5 Sorgner inicia relacionando a perspectiva do filósofo de arte Wolfgang Welsch, o qual refere que todas as linguagens da arte contemporânea apresentam um caráter de não dualidade: razão/paixão, natureza e cultura, ou mente e corpo, entre outras, mas que a partir da visão de Nietzsche sobre esta não dualidade, a música representa melhor a perspectiva não dual. O autor passa pelo inglês Neil Harbisson, as instalações de Chico MacMurtrie e seu grupo Amorphic Robot Works, Philip Glass entre outros. Na perspectiva musical, Stefan Sorgner apresenta uma análise sobre o músico Michel Nyman, como exemplo explícito de reflexões trans-humanistas, as quais se transformaram na opera Facing Goya (2000), sobre a ética médica, na pretensão de ser criado um clone do artista espanhol. O livro “Post- and Transhumanism: an introduction” pode ser considerada uma leitura obrigatória para nos situarmos no pensamento da filosofia e cultura que estamos construindo (?) para a formação/construção humana, que inseparavelmente está ligada a todo o universo natural e artificial, assim como às próteses, hardwares, softwares e engenharia genética. E faznos duvidar quanto à tradicional afirmação de que nossa formação ainda está ligada à ontologia, ou seja, ao ser total.
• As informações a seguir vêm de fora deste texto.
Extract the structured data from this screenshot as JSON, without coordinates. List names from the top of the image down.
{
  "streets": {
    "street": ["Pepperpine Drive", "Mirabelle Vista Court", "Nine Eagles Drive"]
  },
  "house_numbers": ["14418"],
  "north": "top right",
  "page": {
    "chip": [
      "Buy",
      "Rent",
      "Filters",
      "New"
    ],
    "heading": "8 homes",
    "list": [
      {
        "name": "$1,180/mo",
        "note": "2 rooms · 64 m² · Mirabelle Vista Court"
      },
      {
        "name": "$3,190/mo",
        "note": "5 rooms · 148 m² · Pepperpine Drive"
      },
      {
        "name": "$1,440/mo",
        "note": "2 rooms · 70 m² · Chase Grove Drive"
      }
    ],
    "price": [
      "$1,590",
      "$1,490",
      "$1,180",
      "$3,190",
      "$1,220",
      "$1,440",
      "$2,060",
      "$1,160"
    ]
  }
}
Minha crença neste sentido se apoia à concepção póshumanista, no sentido de perceber criticamente o ser social e transcendental que (ainda) somos. Mas os textos do livro editado por Sorgner e Ranisch nos subsidiam e motivam a acreditar neste universo de seres, pensamentos, criações, dúvidas e contradições da natureza humana, considerando o universo, não mais antropocêntrica.